木下紀子さん(84)
被爆当時4歳、爆心地から10.2キロの西彼伊木力村(当時)で原爆に遭う

私の被爆ノート

記憶は膝の痛みだけ

2025年6月12日 掲載
木下紀子さん(84) 被爆当時4歳、爆心地から10.2キロの西彼伊木力村(当時)で原爆に遭う

 当時の西彼伊木力村山川内郷に両親、祖母、伯母と暮らしていた。近年、有名になった天正遣欧少年使節の千々石ミゲルの墓所の近く。墓所は当時、竹やぶの中にあり、怖くて走って通っていた。
 女学生だった伯母は、大村の工場に動員され、落下傘を修理していた。戦闘機が伊木力上空を通り、飛行場などがある大村をよく爆撃していた。「ぶーん」という戦闘機の音が聞こえたら「ミカンの木の下に入りなさい」と教わり、しっかり守っていた。
 1945年8月9日午前、二つ上の近所のお姉さんと、自宅近くの小さな田んぼの水路で遊んでいた。すると、近くで洗濯をしていたお姉さんがやって来て、がばっと覆いかぶさった。その時に感じた膝の痛みしか、記憶はない。

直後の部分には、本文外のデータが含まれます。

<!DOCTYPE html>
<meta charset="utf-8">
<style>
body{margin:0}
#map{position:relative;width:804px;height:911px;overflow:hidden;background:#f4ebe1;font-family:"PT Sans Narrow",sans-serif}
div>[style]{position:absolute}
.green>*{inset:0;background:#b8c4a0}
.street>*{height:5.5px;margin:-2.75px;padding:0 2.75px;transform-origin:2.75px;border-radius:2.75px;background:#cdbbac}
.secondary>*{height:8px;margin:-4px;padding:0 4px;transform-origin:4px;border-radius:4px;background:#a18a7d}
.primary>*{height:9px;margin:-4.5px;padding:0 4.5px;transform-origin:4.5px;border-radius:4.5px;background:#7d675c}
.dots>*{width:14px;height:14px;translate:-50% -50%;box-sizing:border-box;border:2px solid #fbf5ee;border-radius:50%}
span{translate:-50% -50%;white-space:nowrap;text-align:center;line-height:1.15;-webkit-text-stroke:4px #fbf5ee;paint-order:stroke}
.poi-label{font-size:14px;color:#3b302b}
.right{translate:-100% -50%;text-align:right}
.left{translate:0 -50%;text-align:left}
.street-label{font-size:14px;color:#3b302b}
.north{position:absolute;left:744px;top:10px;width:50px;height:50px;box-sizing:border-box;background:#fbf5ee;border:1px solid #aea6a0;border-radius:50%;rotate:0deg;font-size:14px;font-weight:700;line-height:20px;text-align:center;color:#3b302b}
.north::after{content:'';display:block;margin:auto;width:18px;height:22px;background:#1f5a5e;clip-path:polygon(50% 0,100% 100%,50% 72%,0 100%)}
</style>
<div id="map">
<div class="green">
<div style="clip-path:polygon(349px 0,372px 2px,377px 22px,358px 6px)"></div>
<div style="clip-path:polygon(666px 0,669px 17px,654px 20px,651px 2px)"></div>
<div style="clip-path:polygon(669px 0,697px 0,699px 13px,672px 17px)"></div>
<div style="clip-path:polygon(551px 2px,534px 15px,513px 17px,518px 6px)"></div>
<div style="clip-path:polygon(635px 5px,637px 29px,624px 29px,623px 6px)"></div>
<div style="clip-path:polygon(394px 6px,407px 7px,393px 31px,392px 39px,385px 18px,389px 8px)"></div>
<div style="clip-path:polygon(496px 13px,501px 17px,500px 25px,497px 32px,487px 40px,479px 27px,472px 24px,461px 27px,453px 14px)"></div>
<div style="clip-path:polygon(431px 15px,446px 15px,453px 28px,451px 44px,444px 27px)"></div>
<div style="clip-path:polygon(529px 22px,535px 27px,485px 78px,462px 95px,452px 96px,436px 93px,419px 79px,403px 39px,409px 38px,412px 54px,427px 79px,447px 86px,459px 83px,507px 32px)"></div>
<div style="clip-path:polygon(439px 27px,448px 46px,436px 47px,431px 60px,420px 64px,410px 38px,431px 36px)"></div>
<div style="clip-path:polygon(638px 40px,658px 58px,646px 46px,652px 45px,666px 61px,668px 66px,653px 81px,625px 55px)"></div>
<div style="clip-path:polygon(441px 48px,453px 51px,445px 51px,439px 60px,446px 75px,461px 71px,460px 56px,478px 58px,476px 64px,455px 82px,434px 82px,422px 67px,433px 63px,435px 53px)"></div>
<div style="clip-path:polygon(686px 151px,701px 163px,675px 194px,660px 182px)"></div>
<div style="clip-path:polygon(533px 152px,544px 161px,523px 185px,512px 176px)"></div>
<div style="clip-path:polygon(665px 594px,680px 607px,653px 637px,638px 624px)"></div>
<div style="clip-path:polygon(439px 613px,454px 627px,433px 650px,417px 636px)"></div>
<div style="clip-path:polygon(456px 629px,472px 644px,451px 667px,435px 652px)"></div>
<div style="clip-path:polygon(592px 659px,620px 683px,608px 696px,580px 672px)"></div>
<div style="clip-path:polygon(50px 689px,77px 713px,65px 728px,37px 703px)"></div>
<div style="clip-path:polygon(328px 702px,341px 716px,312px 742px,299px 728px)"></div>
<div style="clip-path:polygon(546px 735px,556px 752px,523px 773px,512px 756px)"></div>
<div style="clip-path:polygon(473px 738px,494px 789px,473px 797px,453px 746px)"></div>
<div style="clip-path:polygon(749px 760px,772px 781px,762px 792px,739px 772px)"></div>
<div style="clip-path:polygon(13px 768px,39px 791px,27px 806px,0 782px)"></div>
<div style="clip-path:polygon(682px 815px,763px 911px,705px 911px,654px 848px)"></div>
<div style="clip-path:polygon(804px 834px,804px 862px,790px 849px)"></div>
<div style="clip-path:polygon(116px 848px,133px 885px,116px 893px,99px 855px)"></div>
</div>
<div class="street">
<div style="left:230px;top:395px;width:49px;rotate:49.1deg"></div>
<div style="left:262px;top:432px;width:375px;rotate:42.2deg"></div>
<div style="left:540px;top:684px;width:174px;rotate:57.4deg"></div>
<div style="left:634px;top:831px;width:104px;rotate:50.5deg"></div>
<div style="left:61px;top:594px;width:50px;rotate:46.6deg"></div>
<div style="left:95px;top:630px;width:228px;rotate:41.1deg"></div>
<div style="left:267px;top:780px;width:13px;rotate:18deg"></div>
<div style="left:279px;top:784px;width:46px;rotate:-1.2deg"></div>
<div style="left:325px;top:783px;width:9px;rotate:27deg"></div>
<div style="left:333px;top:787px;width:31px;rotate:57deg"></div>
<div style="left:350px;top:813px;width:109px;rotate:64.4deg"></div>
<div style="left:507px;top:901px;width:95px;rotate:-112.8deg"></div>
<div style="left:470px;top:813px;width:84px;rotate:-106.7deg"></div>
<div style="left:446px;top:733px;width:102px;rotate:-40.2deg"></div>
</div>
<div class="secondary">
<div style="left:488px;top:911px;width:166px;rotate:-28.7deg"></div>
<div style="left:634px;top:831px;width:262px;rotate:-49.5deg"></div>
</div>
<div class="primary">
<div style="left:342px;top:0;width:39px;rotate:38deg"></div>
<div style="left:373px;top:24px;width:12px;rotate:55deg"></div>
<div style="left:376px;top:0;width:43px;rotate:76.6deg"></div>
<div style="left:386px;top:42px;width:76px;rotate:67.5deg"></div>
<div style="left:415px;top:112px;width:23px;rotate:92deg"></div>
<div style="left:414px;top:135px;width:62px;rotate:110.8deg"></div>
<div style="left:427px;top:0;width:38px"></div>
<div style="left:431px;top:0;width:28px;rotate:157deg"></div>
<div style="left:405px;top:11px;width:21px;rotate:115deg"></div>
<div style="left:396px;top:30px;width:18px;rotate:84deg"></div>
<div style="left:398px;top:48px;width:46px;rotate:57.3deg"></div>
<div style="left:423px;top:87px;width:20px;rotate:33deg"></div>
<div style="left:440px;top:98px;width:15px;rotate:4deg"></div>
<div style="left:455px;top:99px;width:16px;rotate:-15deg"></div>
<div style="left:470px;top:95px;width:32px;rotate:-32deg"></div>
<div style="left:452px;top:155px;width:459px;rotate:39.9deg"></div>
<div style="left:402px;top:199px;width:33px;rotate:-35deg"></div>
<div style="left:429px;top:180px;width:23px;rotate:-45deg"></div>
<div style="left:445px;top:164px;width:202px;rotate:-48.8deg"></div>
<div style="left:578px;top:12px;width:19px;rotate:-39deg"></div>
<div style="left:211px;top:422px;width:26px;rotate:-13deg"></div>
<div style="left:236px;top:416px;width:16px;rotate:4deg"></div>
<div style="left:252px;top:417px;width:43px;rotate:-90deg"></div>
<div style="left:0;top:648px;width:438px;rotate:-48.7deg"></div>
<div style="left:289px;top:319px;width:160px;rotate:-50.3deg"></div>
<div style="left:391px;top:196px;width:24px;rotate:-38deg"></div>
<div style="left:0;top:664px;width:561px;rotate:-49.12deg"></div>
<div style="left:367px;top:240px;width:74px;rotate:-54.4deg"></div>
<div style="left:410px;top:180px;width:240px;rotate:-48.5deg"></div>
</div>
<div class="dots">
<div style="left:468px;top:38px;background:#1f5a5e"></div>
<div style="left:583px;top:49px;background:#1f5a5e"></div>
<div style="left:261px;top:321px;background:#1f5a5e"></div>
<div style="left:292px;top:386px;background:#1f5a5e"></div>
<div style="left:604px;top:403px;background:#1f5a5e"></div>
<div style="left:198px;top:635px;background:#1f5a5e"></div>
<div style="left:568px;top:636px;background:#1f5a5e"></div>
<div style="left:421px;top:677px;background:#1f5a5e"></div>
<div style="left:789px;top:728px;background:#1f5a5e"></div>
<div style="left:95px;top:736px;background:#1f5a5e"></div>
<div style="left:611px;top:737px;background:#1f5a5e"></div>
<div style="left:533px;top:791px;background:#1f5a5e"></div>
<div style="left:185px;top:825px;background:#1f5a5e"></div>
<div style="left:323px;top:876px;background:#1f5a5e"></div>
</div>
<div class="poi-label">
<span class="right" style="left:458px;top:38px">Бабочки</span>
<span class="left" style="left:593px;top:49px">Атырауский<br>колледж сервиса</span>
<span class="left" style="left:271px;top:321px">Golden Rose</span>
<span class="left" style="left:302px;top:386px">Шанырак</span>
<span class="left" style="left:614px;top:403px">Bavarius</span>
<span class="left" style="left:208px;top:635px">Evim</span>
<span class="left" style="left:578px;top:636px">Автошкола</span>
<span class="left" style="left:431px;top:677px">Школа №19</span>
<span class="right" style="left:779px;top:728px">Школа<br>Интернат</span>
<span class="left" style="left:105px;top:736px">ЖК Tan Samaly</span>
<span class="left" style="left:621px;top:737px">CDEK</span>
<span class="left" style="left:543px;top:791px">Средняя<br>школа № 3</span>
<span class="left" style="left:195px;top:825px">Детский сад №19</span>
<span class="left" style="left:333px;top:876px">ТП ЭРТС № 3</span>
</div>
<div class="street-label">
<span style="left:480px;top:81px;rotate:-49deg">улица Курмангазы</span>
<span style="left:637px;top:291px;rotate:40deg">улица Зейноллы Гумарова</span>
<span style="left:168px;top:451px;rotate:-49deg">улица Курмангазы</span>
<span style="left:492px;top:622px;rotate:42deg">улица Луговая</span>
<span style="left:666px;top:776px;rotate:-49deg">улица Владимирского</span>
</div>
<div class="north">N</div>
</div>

母は婦人会で松ヤニを取りに山に行っていた。大草の別の地区では、玄関の障子や板が風圧で倒れたという話を聞いた。
 父の妹一家が長崎市の爆心地に近い岩川町にいて、いとこ3人が長崎から歩いて来た。「お姉ちゃんたちと遊べる」とうれしかった。しかし、数日後、父から「その部屋に入ったらいけない」と言われた。破れた障子の間から見ると、髪がすべて抜けた3人の頭が並び、苦しそうに息をしていた。村の医者が診に来ていたが、いつの間にか、いなくなっていた。たぶん亡くなったのだろう。竹の久保にいた母の姉一家も、防空壕(ごう)で息絶えていたという。
 畑のカボチャの大きな葉に灰が積もっていた。麦を農具の唐箕(とうみ)にかけて、ごみを落とした後にむしろの上に干していたが、灰が降り積もり、もう一度、唐箕にかけたという話も聞いた。私の家は山から引いた水を飲んでいた。
 大人になり、国が原爆投下当時の行政区域だけを被爆地域にしたと聞き、疑問に思った。2002年、爆心地から半径12キロ以内が健康診断特例区域になった後、居住地を理由に認められなかったことなど、度重なる国の制度変更に振り回されてきた。
 昨年9月の被爆体験者訴訟判決は「黒い雨」が降った地域の原告を被爆者と認めたが、灰が降った地域の原告は認めなかった。原爆投下当時、伊木力村には灰などの放射性降下物が降り注ぎ、その影響を受けたかもしれない水や野菜などを何も知らずに口にしていた。この問題が解決しない限り、私の戦後は終わらない。

◎私の願い

 戦争は子どもなど弱い人が被害に遭う。どんな理由があってもだめだ。言葉を持っている人間は話し合いで、争いを解決できるはず。戦争をしたら、核兵器を使うかもしれない。戦うことをやめると、世の中は普通に過ごせるだろう。